Work order: Nothing but a number should be given: how many lines in the entries below include the string "arrow".

START Data to use

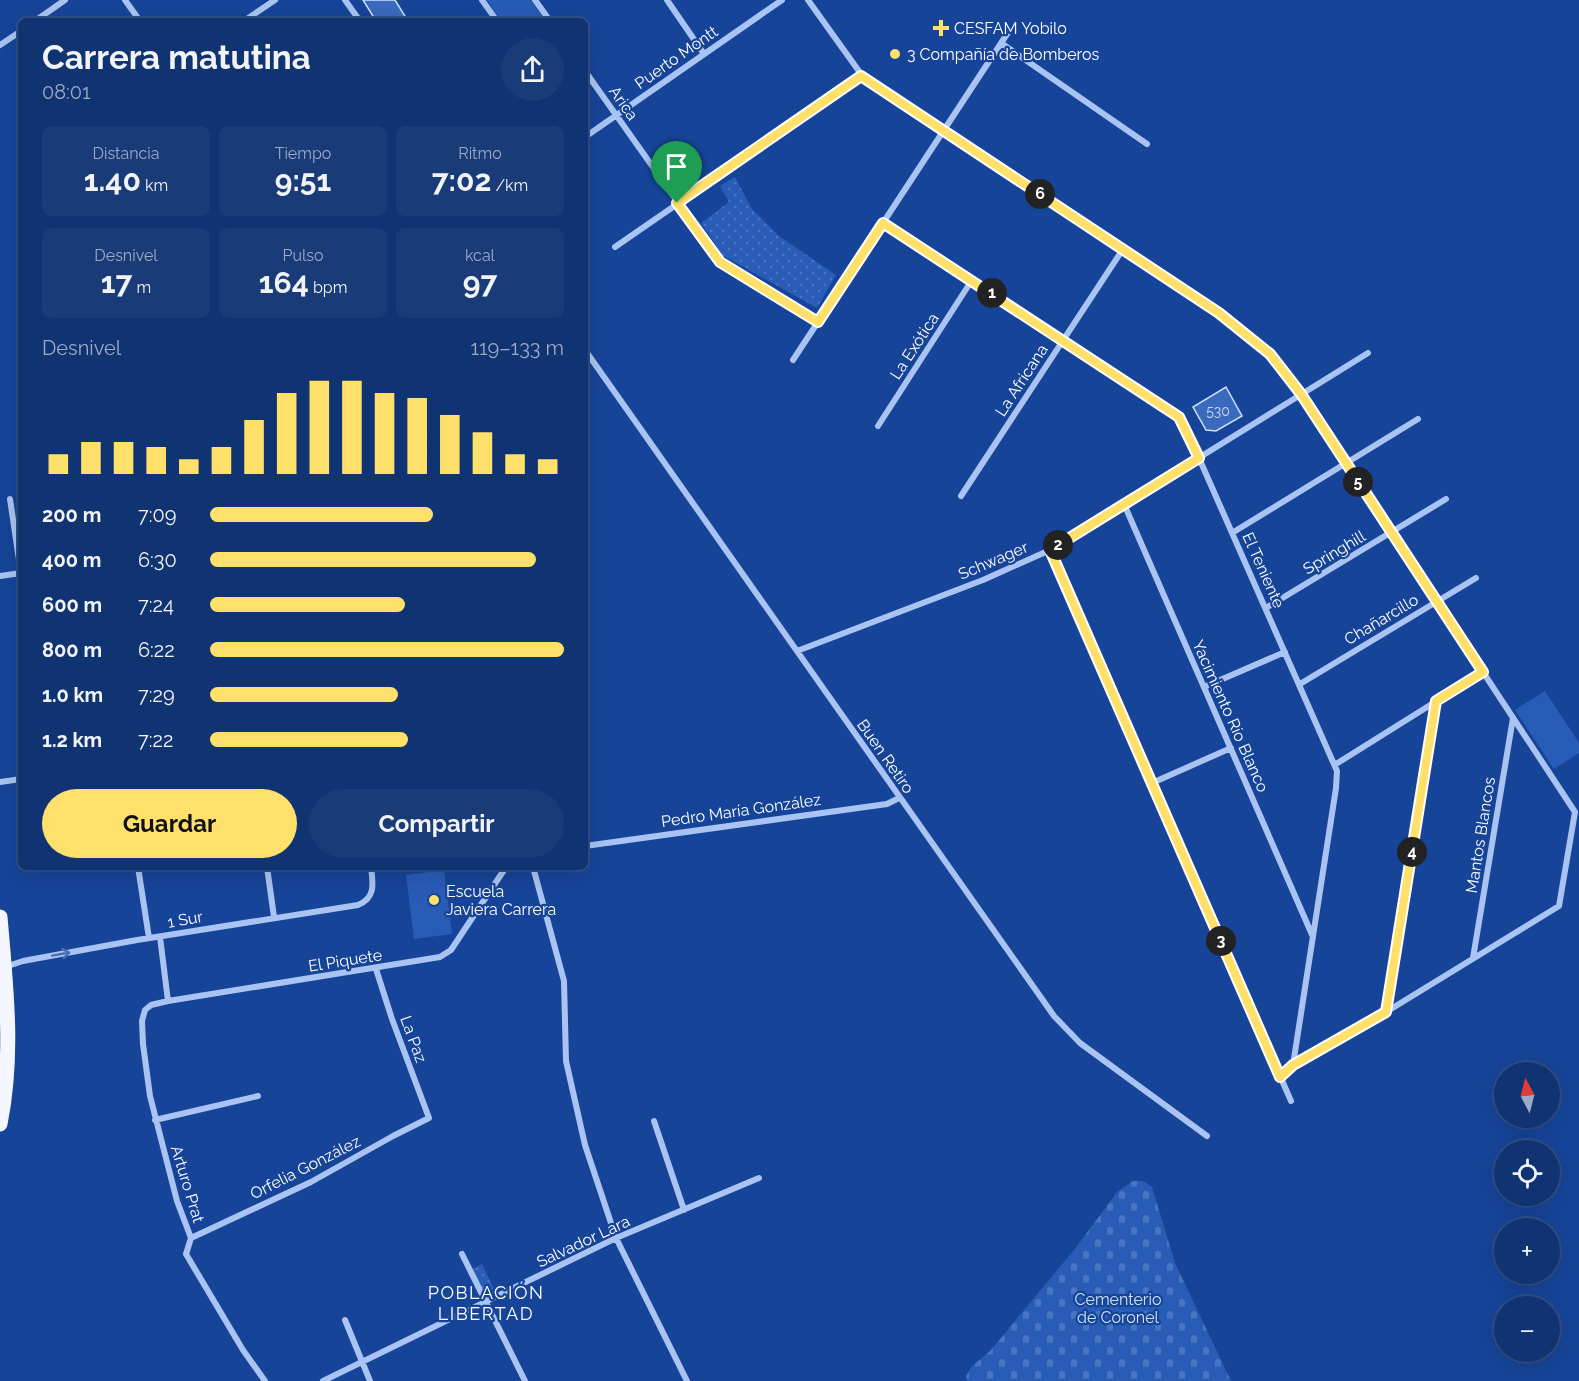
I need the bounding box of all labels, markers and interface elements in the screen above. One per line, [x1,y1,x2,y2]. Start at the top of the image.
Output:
marker: CESFAM Yobilo [932,19,950,37]
place label: CESFAM Yobilo [954,19,1067,38]
street label: Puerto Montt [631,22,722,93]
text: Carrera matutina [42,38,311,77]
button: share [501,38,564,101]
place label: 3 Compañía de Bomberos [907,45,1099,64]
marker: 3 Compañía de Bomberos [888,47,902,61]
text: 08:01 [42,80,91,104]
street label: Arica [605,83,642,124]
pin [651,141,702,203]
text: Distancia [92,144,160,163]
text: Tiempo [275,144,331,163]
text: Ritmo [458,144,502,163]
icon: arrive [660,150,693,183]
text: 1.40 [84,163,141,198]
text: 9:51 [275,163,331,198]
text: 7:02 [432,163,491,198]
text: km [141,176,168,195]
text: /km [491,176,528,195]
pin: 6 [1025,179,1055,209]
text: 6 [1035,184,1045,203]
text: Desnivel [94,246,158,265]
text: Pulso [282,246,324,265]
text: kcal [465,246,495,265]
text: 17 [101,265,132,300]
text: 164 [259,265,309,300]
text: 97 [463,265,497,300]
text: m [132,278,151,297]
text: bpm [309,278,347,297]
pin: 1 [977,278,1007,308]
text: 1 [988,283,996,302]
street label: La Exótica [886,310,943,383]
text: Desnivel [42,336,121,360]
text: 119–133 m [470,336,564,360]
street label: La Africana [991,341,1052,420]
house number: 530 [1206,403,1230,419]
pin: 5 [1343,467,1373,497]
text: 5 [1354,472,1362,491]
text: 200 m [42,503,101,527]
text: 7:09 [138,503,176,527]
street label: Springhill [1300,526,1369,578]
street label: El Teniente [1238,529,1289,611]
pin: 2 [1043,530,1073,560]
text: 2 [1053,535,1063,554]
street label: Schwager [955,537,1031,584]
text: 400 m [42,548,101,572]
text: 6:30 [138,548,177,572]
street label: Chañarcillo [1341,590,1422,649]
text: 600 m [42,593,102,617]
text: 7:24 [138,593,174,617]
street label: Yacimiento Río Blanco [1188,637,1273,795]
text: 800 m [42,638,102,662]
text: 6:22 [138,638,175,662]
text: 1.0 km [42,683,103,707]
text: 7:29 [138,683,175,707]
street label: Buen Retiro [853,716,918,797]
text: 1.2 km [42,728,102,752]
text: 7:22 [138,728,173,752]
street label: Mantos Blancos [1462,775,1499,895]
button: Guardar [42,789,297,858]
button: Compartir [309,789,564,858]
street label: Pedro María González [660,790,822,831]
pin: 4 [1397,837,1427,867]
text: 4 [1407,842,1417,861]
place label: Escuela Javiera Carrera [446,882,556,919]
marker: Escuela Javiera Carrera [427,893,441,907]
street label: 1 Sur [166,907,205,932]
pin: 3 [1206,926,1236,956]
text: 3 [1217,931,1225,950]
street label: El Piquete [307,945,383,976]
one-way arrow [50,948,70,959]
street label: La Paz [396,1013,431,1065]
north arrow [1494,1062,1560,1128]
map controls [1494,1062,1560,1362]
street label: Orfelia González [247,1131,364,1203]
button: locate [1494,1140,1560,1206]
street label: Arturo Prat [167,1143,208,1226]
street label: Salvador Lara [534,1212,633,1271]
button: + [1494,1218,1560,1284]
district label: POBLACIÓN LIBERTAD [428,1281,544,1324]
park label: Cementerio de Coronel [1075,1290,1161,1327]
button: − [1494,1296,1560,1362]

END Data to use

Finished task: 2